Pengukuran HDI, seperti halnya dengan nilai rata-rata, angka ini menyembunyikan kesenjangan dalam pembangunan manusia antar populasi di negara yang sama. Dua negara dengan sebaran capaian yang berbeda dapat mempunyai rata-rata nilai HDI yang sama. Oleh karena itu, terdapat alternatif pengukuran yang dikenal dengan Inequality-Adjusted Human Development Index (IHDI). IHDI tidak hanya memperhitungkan pencapaian rata-rata suatu negara dalam bidang kesehatan, pendidikan, dan pendapatan, namun juga bagaimana pencapaian tersebut didistribusikan kepada warga negaranya dengan mengurangi nilai rata-rata setiap dimensi sesuai dengan tingkat ketimpangan.

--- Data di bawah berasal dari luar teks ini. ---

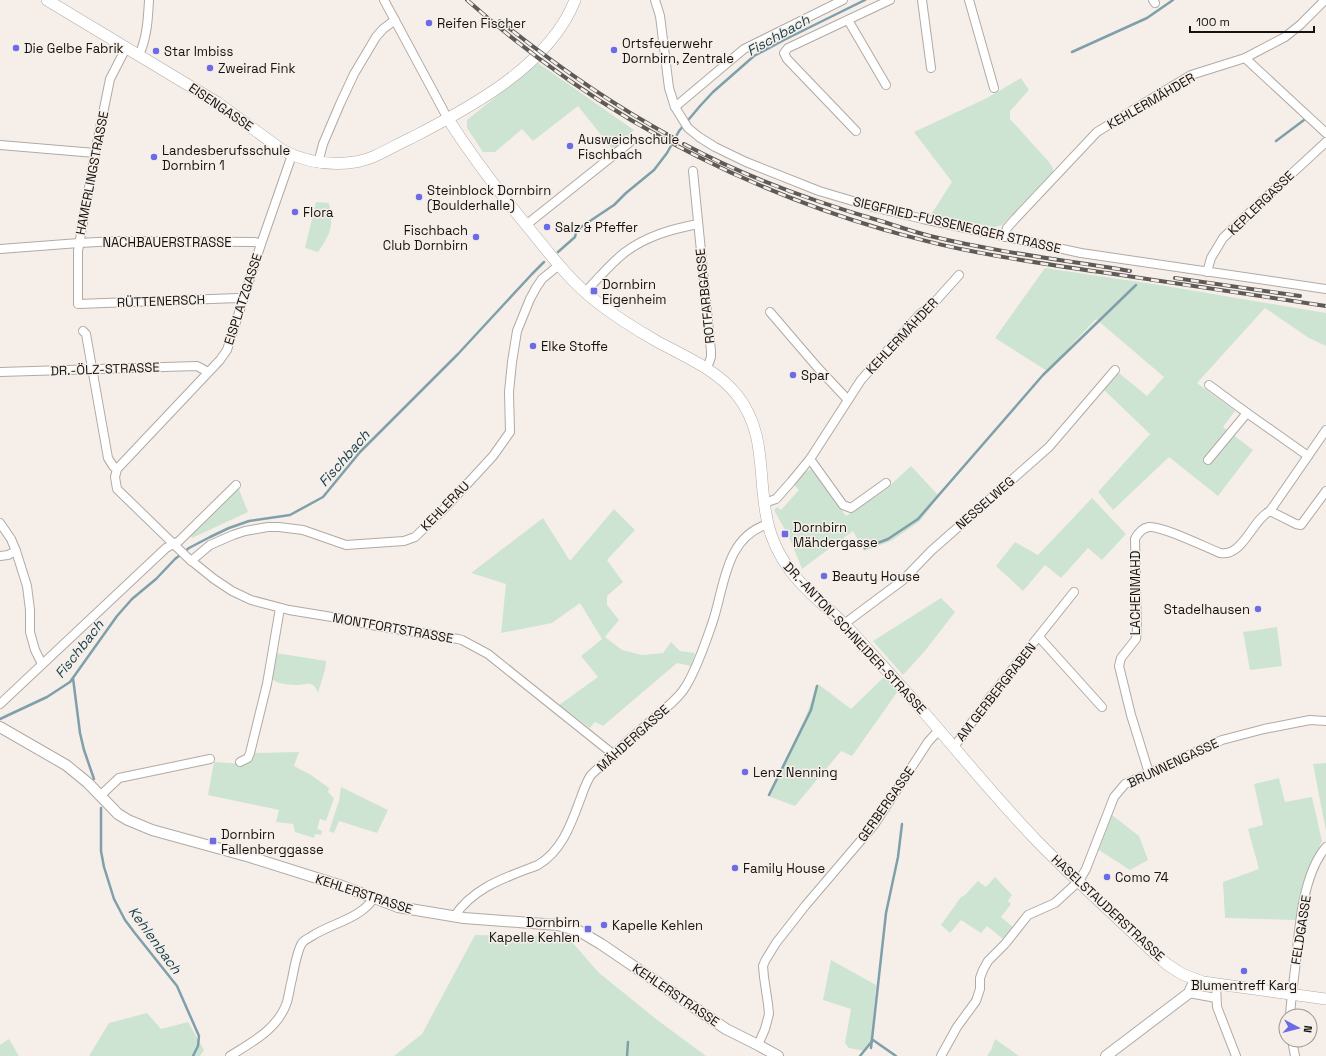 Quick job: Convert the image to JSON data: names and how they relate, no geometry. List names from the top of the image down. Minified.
{"streets":{"main road":["EISENGASSE","DR.-ANTON-SCHNEIDER-STRASSE","HASELSTAUDERSTRASSE"],"street":["KEHLERMÄHDER","HAMERLINGSTRASSE","KEPLERGASSE","SIEGFRIED-FUSSENEGGER STRASSE","NACHBAUERSTRASSE","ROTFARBGASSE","EISPLATZGASSE","RÜTTENERSCH","DR.-ÖLZ-STRASSE","NESSELWEG","KEHLERAU","LACHENMAHD","MONTFORTSTRASSE","AM GERBERGRABEN","MÄHDERGASSE","BRUNNENGASSE","GERBERGASSE","KEHLERSTRASSE","FELDGASSE"]},"crossings":[["KEHLERMÄHDER","SIEGFRIED-FUSSENEGGER STRASSE"],["KEHLERMÄHDER","DR.-ANTON-SCHNEIDER-STRASSE"],["EISENGASSE","HAMERLINGSTRASSE"],["EISENGASSE","EISPLATZGASSE"],["EISENGASSE","DR.-ANTON-SCHNEIDER-STRASSE"],["HAMERLINGSTRASSE","NACHBAUERSTRASSE"],["HAMERLINGSTRASSE","RÜTTENERSCH"],["KEPLERGASSE","SIEGFRIED-FUSSENEGGER STRASSE"],["NACHBAUERSTRASSE","EISPLATZGASSE"],["ROTFARBGASSE","DR.-ANTON-SCHNEIDER-STRASSE"],["EISPLATZGASSE","RÜTTENERSCH"],["EISPLATZGASSE","DR.-ÖLZ-STRASSE"],["EISPLATZGASSE","MONTFORTSTRASSE"],["NESSELWEG","DR.-ANTON-SCHNEIDER-STRASSE"],["KEHLERAU","MONTFORTSTRASSE"],["KEHLERAU","DR.-ANTON-SCHNEIDER-STRASSE"],["LACHENMAHD","BRUNNENGASSE"],["MONTFORTSTRASSE","MÄHDERGASSE"],["DR.-ANTON-SCHNEIDER-STRASSE","MÄHDERGASSE"],["DR.-ANTON-SCHNEIDER-STRASSE","GERBERGASSE"],["DR.-ANTON-SCHNEIDER-STRASSE","HASELSTAUDERSTRASSE"],["AM GERBERGRABEN","HASELSTAUDERSTRASSE"],["MÄHDERGASSE","KEHLERSTRASSE"],["BRUNNENGASSE","HASELSTAUDERSTRASSE"],["GERBERGASSE","KEHLERSTRASSE"],["GERBERGASSE","HASELSTAUDERSTRASSE"],["HASELSTAUDERSTRASSE","FELDGASSE"]],"water":["Fischbach","Kehlenbach"],"places":{"other":["Reifen Fischer","Die Gelbe Fabrik","Ortsfeuerwehr Dornbirn, Zentrale","Star Imbiss","Zweirad Fink","Ausweichschule Fischbach","Landesberufsschule Dornbirn 1","Steinblock Dornbirn (Boulderhalle)","Flora","Salz & Pfeffer","Fischbach Club Dornbirn","Elke Stoffe","Spar","Beauty House","Stadelhausen","Lenz Nenning","Family House","Como 74","Kapelle Kehlen","Blumentreff Karg"],"transit":["Dornbirn Eigenheim","Dornbirn Mähdergasse","Dornbirn Fallenberggasse","Dornbirn Kapelle Kehlen"]},"scale_bar":"100 m","north":"right"}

Berdasarkan UNDP, terdapat empat kategori IHDI untuk mengklasifikasi negara terdiri dari rendah, medium, tinggi, dan sangat tinggi. Negara dapat dinyatakan memiliki HDI rendah apabila nilai tersebut kurang dari 0,550. Lalu, terdapat kategori medium dengan nilai HDI 0,550–0,699. Kemudian, untuk kategori tinggi, sebuah negara perlu memiliki HDI dengan nilai 0,700–0,799. Terakhir, nilai HDI diatas 0,800 maka termasuk dalam kategori sangat tinggi, yang pada umumnya dimiliki oleh negara-negara maju seperti Norwegia dan Amerika Serikat.

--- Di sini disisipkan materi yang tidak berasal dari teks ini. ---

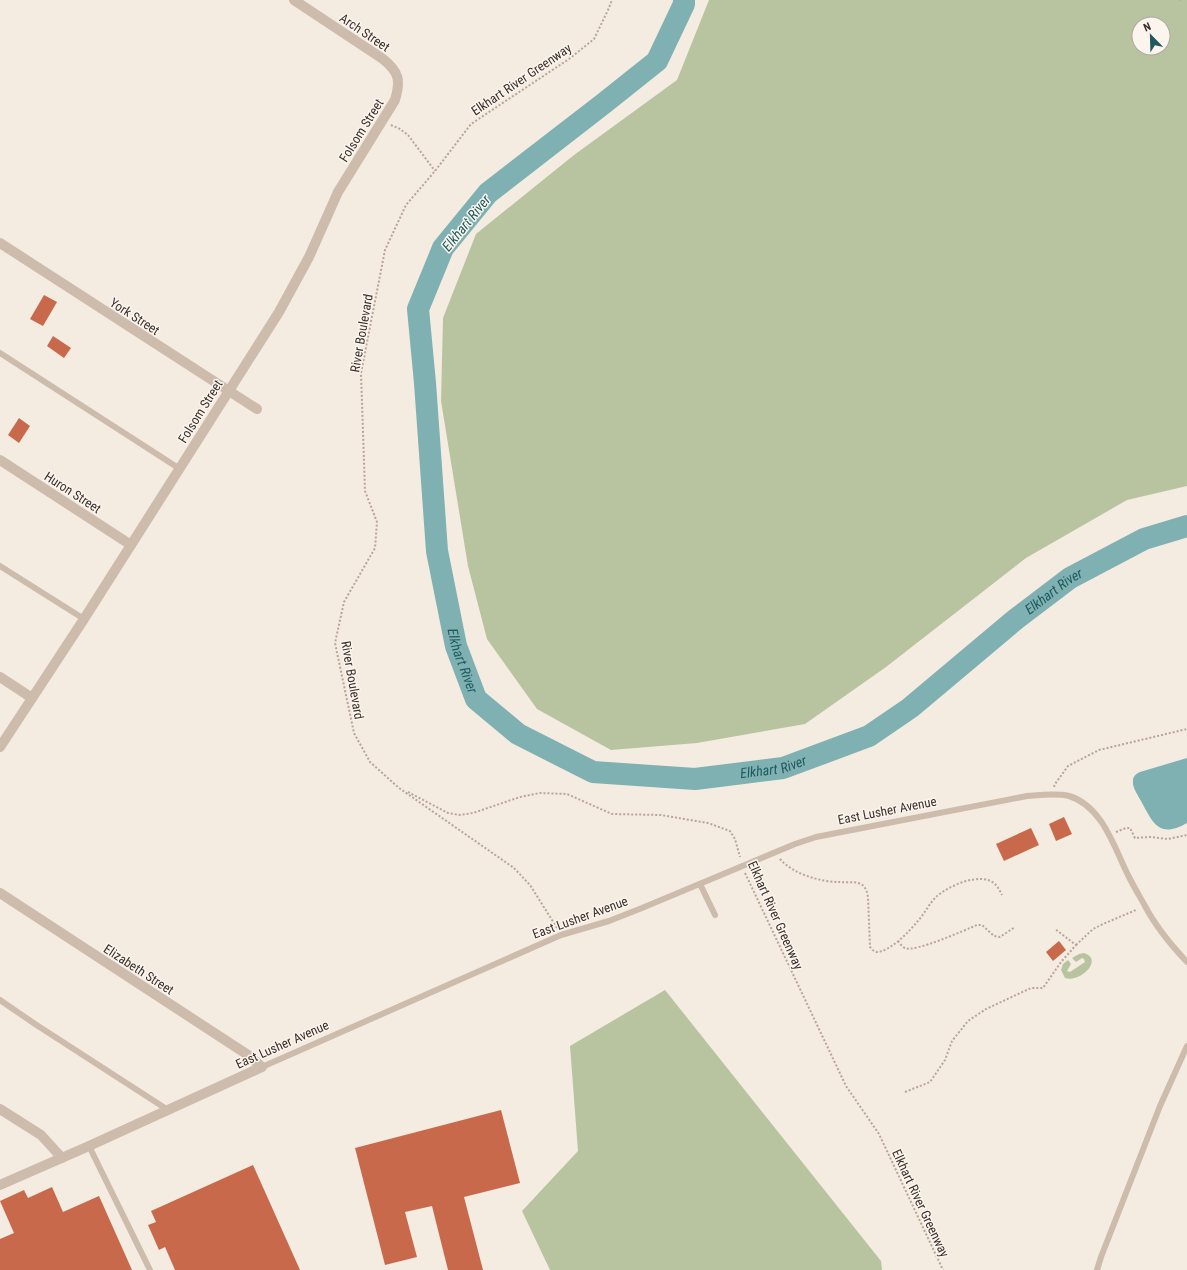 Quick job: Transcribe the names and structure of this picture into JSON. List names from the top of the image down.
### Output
{
  "streets": {
    "street": [
      "Arch Street",
      "Folsom Street",
      "York Street",
      "Huron Street",
      "East Lusher Avenue",
      "Elizabeth Street"
    ],
    "path": ["Elkhart River Greenway", "River Boulevard"]
  },
  "crossings": [
    ["Arch Street", "Folsom Street"],
    ["Elkhart River Greenway", "River Boulevard"],
    ["Elkhart River Greenway", "East Lusher Avenue"],
    ["Folsom Street", "York Street"],
    ["Folsom Street", "Huron Street"],
    ["River Boulevard", "East Lusher Avenue"],
    ["East Lusher Avenue", "Elizabeth Street"]
  ],
  "water": ["Elkhart River"],
  "north": "top left"
}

Tabel 1. Perkembangan IHDI ASEAN
Sumber: UNDP Human Development Reports (2022), diolah
Grafik 1. Perkembangan IHDI ASEAN
Sumber: UNDP Human Development Reports (2022), diolah
Berdasarkan data diatas dalam jangka waktu 2017–2021, Posisi Indonesia dengan rata-rata nilai 0,550–0,699 menunjukkan kategori IHDI tingkat medium. indikator nilai indonesia mengalami peningkatan dan penurunan yang stabil dalam tahun ke tahun. Jika dibandingkan dengan negara tetangga, Kamboja dengan rata-rata nilai < 0,550 memiliki tingkat nilai IHDI terendah di ASEAN dan termasuk dari Kategori IHDI sangat rendah. Sedangkan, Singapore dengan rata-rata nilai < 0,800 memiliki angka IHDI tertinggi di ASEAN dan termasuk dari Kategori IHDI sangat tinggi. Indonesia sebagai negara berkembang perlu terus mengupayakan pendistribusian secara merata dalam peningkatan kualitas kesehatan, pendidikan, dan pendapatan. Melalui Indikator IHDI, menjadi pekerjaan besar bagi pemerintah Indonesia untuk memperbaiki tata kelola negara demi terciptanya kesejahteraan bagi masyarakat Indonesia.
2.2 Gini index
Gini index atau biasa dikenal dengan gini ratio merupakan pengukuran untuk melihat pemerataan atau ketimpangan pendapatan penduduk di suatu negara. Menurut World Bank, Indeks Gini mengukur sejauh mana distribusi pendapatan (atau, dalam beberapa kasus, pengeluaran konsumsi) di antara individu atau rumah tangga dalam suatu ekonomi menyimpang dari distribusi seimbang yang sempurna. Kurva Lorenz memplot persentase kumulatif dari total pendapatan yang diterima terhadap jumlah kumulatif penerima, dimulai dengan individu atau rumah tangga termiskin. Indeks Gini mengukur luas antara kurva Lorenz dan garis hipotetis persamaan mutlak, dinyatakan sebagai persentase dari luas maksimum di bawah garis. Maka dari itu, indeks Gini 0 menunjukkan pemerataan sempurna, sedangkan indeks 100 menunjukkan ketidaksetaraan sempurna.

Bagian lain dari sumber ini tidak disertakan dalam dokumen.